The data come from deep-sea sediment cores dating to 205 million years ago that contain inorganic carbon-rich minerals as well as the organic remains of single celled marine phytoplankton. These organisms generated oxygen through photosynthesis and in the process, left behind a chemical signature by changing the ratio of the two stable isotopes of carbon--carbon 13 and carbon 12--in the sediments.
By comparing the amount of carbon 13 in the inorganic particles with the absence of carbon 13 in the organic matter, scientists can estimate how much oxygen was present in the atmosphere at that time. Paul Falkowski and his team at Rutgers, the State University of New Jersey analyzed such evidence as well as related data published earlier by a German team, and concluded that oxygen levels have essentially doubled over the last 205 million years.
At the beginning of this time period, the atmosphere contained only 10 percent oxygen by volume.

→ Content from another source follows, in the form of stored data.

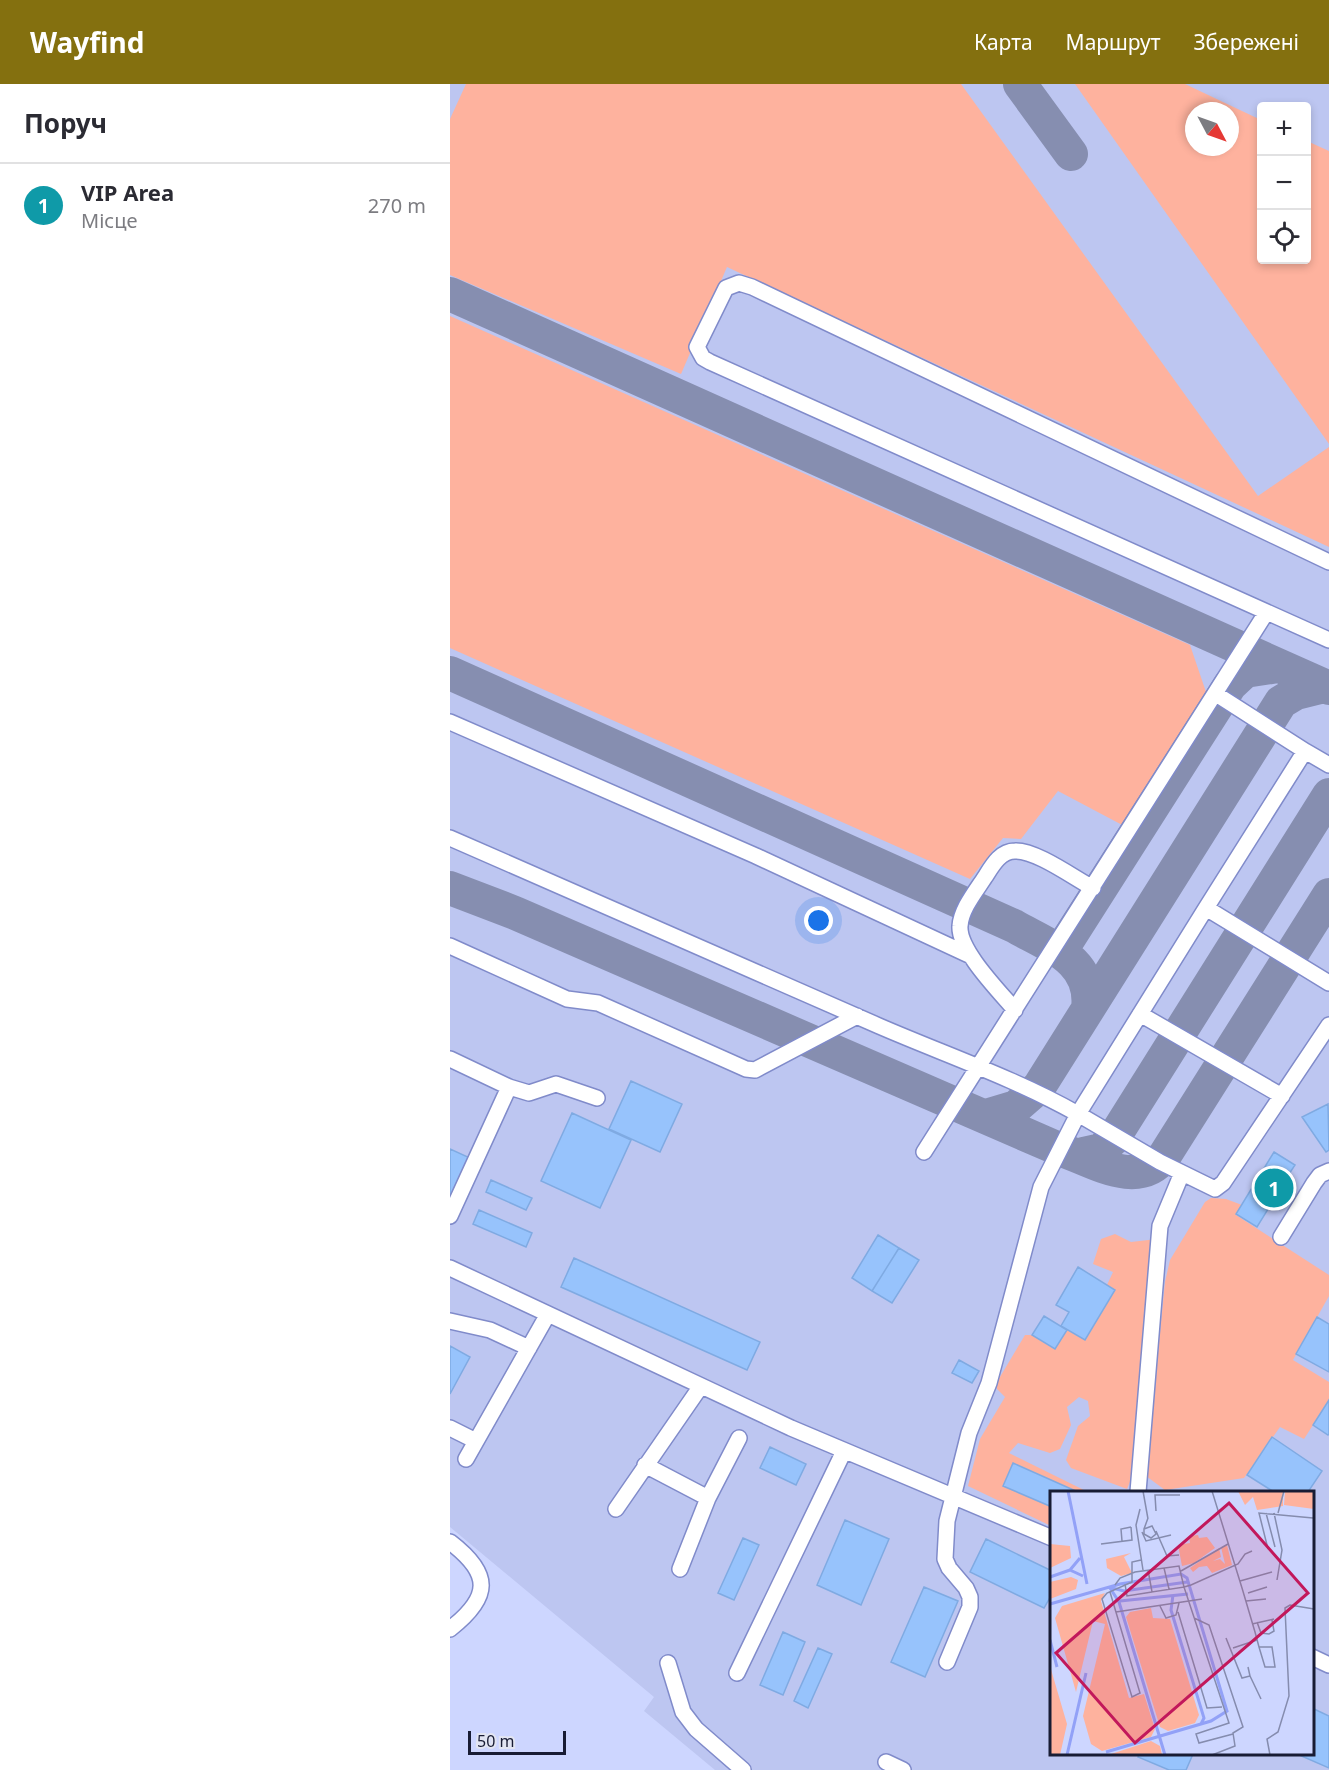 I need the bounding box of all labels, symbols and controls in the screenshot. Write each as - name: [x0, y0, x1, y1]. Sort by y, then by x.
- text: Wayfind: [30, 23, 144, 61]
- text: Карта: [974, 28, 1033, 56]
- text: Маршрут: [1066, 28, 1160, 56]
- text: Збережені: [1193, 28, 1299, 56]
- north arrow: [1185, 102, 1239, 156]
- map controls: [1257, 102, 1311, 264]
- button: +: [1257, 102, 1311, 156]
- text: Поруч: [24, 105, 107, 141]
- button: −: [1257, 156, 1311, 210]
- text: VIP Area: [81, 177, 174, 207]
- text: 1: [38, 192, 49, 219]
- text: 270 m: [368, 192, 426, 219]
- text: Місце: [81, 207, 137, 234]
- button: locate: [1257, 210, 1311, 264]
- your location: [804, 906, 833, 935]
- pin: 1: [1254, 1166, 1294, 1210]
- inset map: [1050, 1491, 1314, 1755]
- scale bar: [468, 1728, 566, 1756]
- text: 50 m: [477, 1730, 514, 1752] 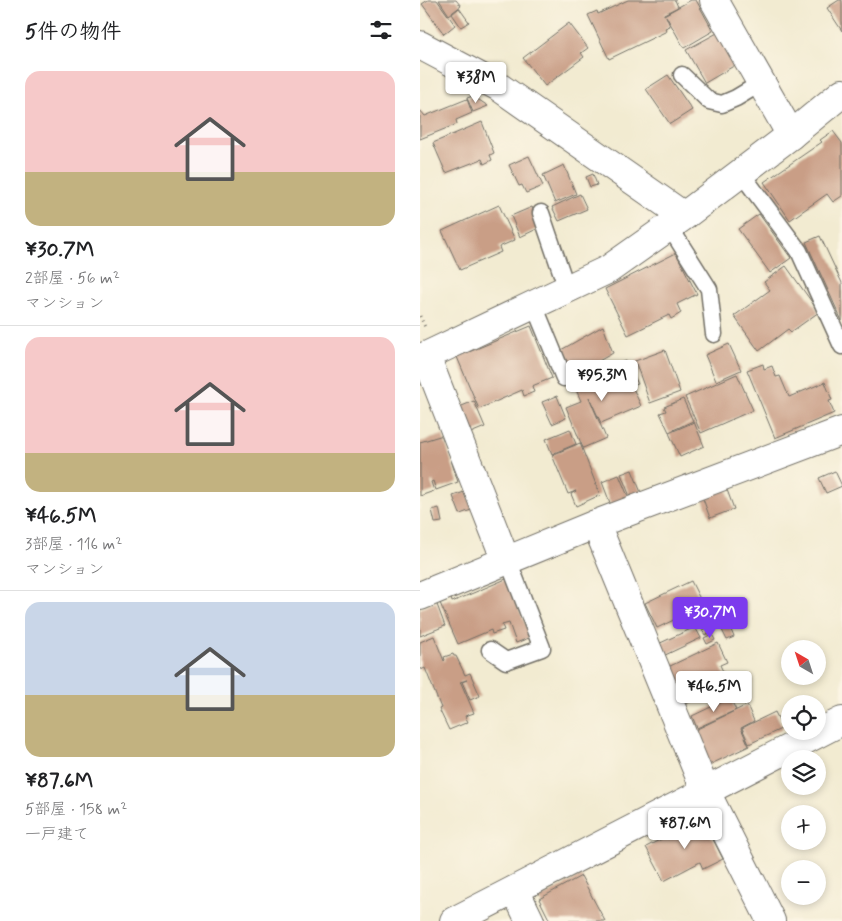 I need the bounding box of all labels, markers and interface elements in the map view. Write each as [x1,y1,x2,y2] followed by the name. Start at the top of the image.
[367,16,395,44] icon: filters
[25,18,122,46] text: 5件の物件
[446,62,506,104] pin: ¥38M
[456,67,496,88] text: ¥38M
[165,104,255,194] icon: home
[25,236,94,264] text: ¥30.7M
[25,268,120,289] text: 2部屋 · 56 m²
[25,293,104,314] text: マンション
[561,360,643,402] pin: ¥95.3M
[577,365,627,386] text: ¥95.3M
[165,369,255,459] icon: home
[25,502,96,530] text: ¥46.5M
[25,534,122,555] text: 3部屋 · 116 m²
[25,559,104,580] text: マンション
[669,596,751,639] pin: ¥30.7M
[684,602,736,623] text: ¥30.7M
[165,634,255,724] icon: home
[781,640,826,685] north arrow
[781,640,826,905] map controls
[673,670,755,713] pin: ¥46.5M
[687,676,741,697] text: ¥46.5M
[781,695,826,740] button: locate
[781,750,826,795] button: layers
[25,767,93,795] text: ¥87.6M
[25,799,127,820] text: 5部屋 · 158 m²
[781,805,826,850] button: +
[644,808,726,850] pin: ¥87.6M
[659,813,711,834] text: ¥87.6M
[25,824,89,845] text: 一戸建て
[781,860,826,905] button: − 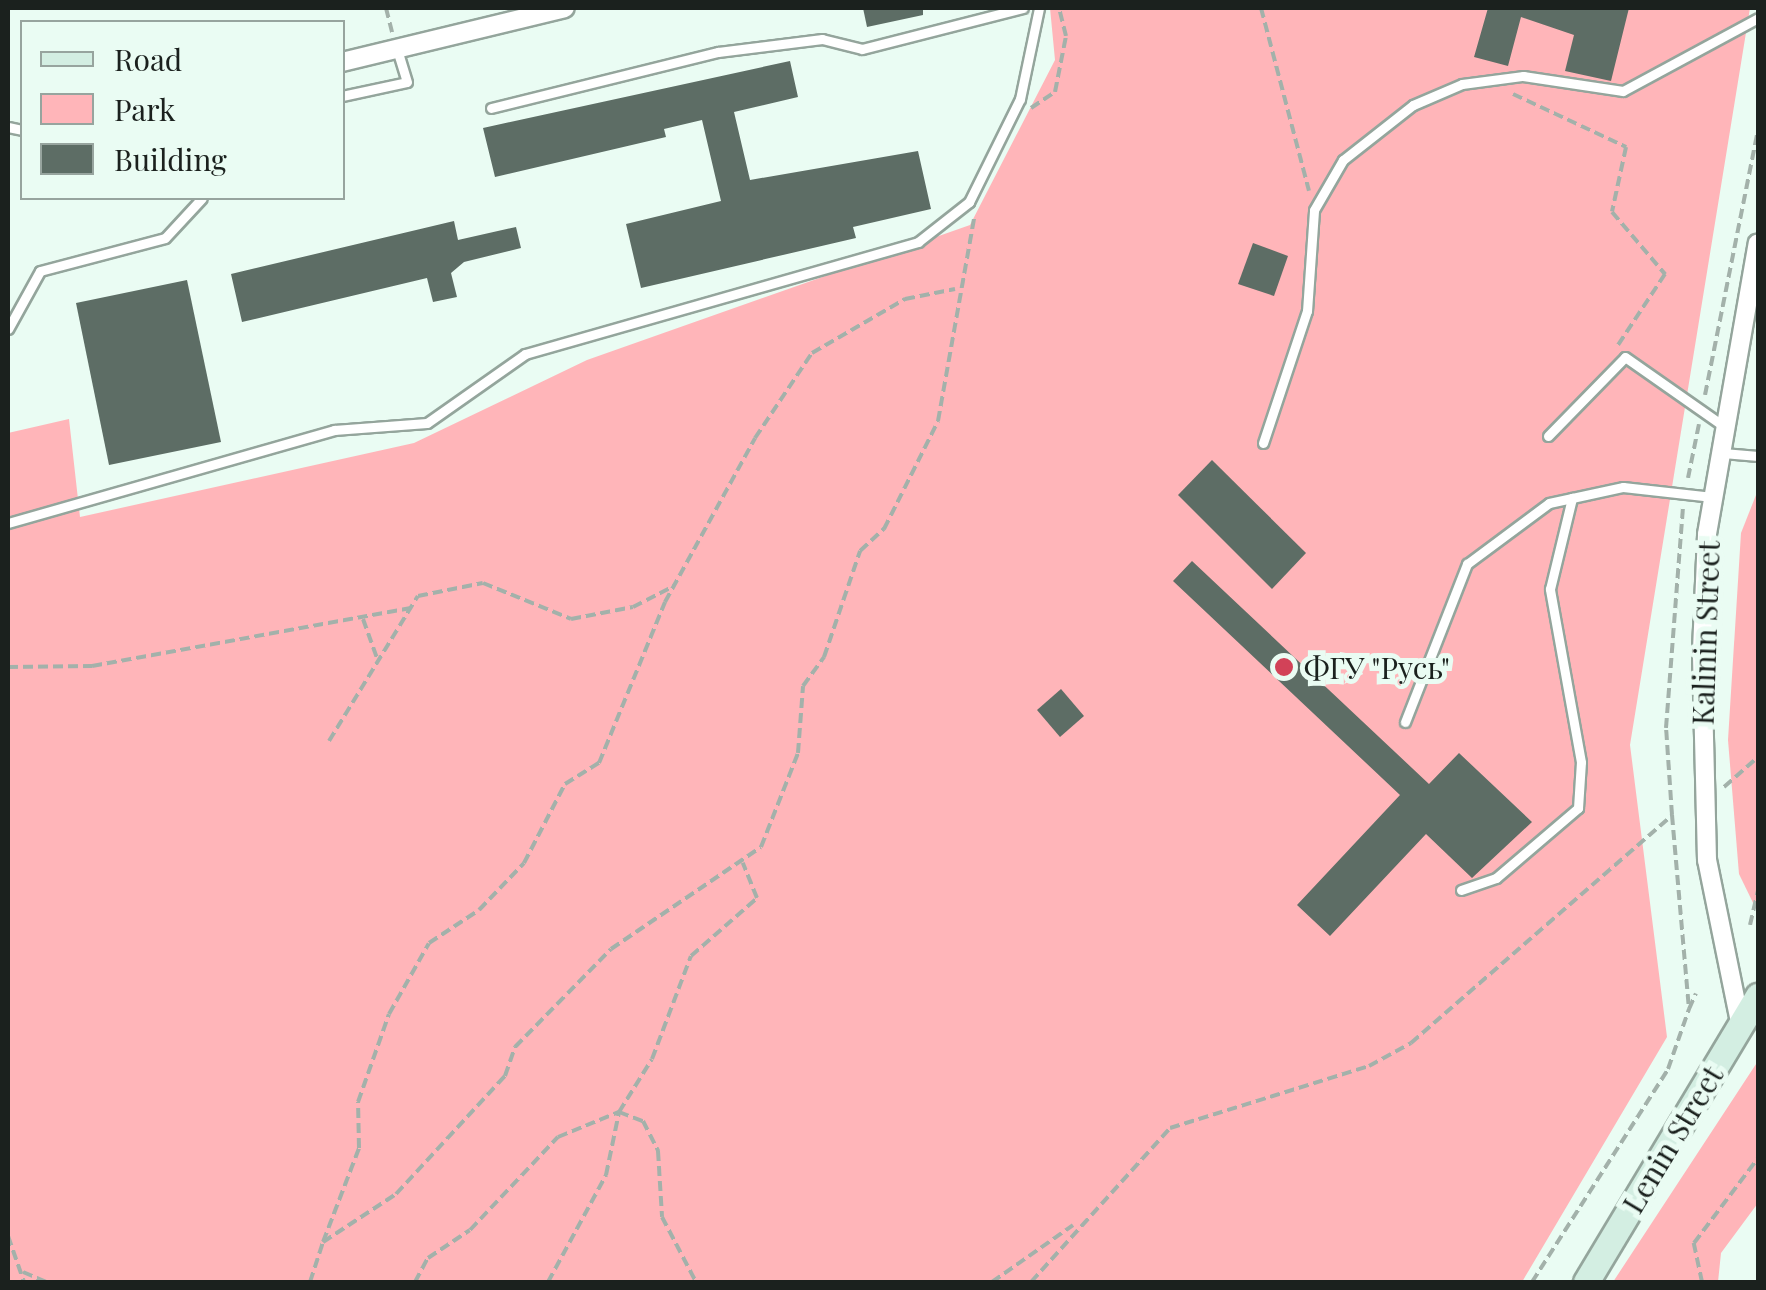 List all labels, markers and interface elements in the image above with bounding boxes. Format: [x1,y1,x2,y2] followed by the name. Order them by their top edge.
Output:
[20,20,345,200] legend
[114,39,182,79] text: Road
[114,89,176,129] text: Park
[114,139,227,179] text: Building
[1684,540,1726,726] street label: Kalinin Street
[1304,649,1451,685] place label: ФГУ "Русь"
[1273,656,1295,678] marker: ФГУ "Русь"
[1614,1059,1730,1219] street label: Lenin Street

And mammals, which appeared around 190 million years ago, were tiny, weighing in at about two grams. Around 50 million years ago, in contrast, oxygen levels in the atmosphere measured 23 percent--2 percent higher than today. "It's exactly at this time, when we look at the fossil record, that we see the extreme radiation of large orders of new placental mammals," Falkowski says.
In general, mammals require large amounts of oxygen just to move and to metabolize their food. Mammalian brains also burn about one third of the total calories consumed. And mammal mothers use up about 60 percent of the oxygen in their blood before it gets to the placenta. More oxygen in the air would have contributed to better conditions in the womb.
Since the mammalian heyday, oxygen levels have dropped to about 21 percent, a reduction that may have been caused by great fires that burned over the earth about 10 million years ago, destroying large swaths of oxygen-producing vegetation. A paper detailing these findings appears in the current issue of Science.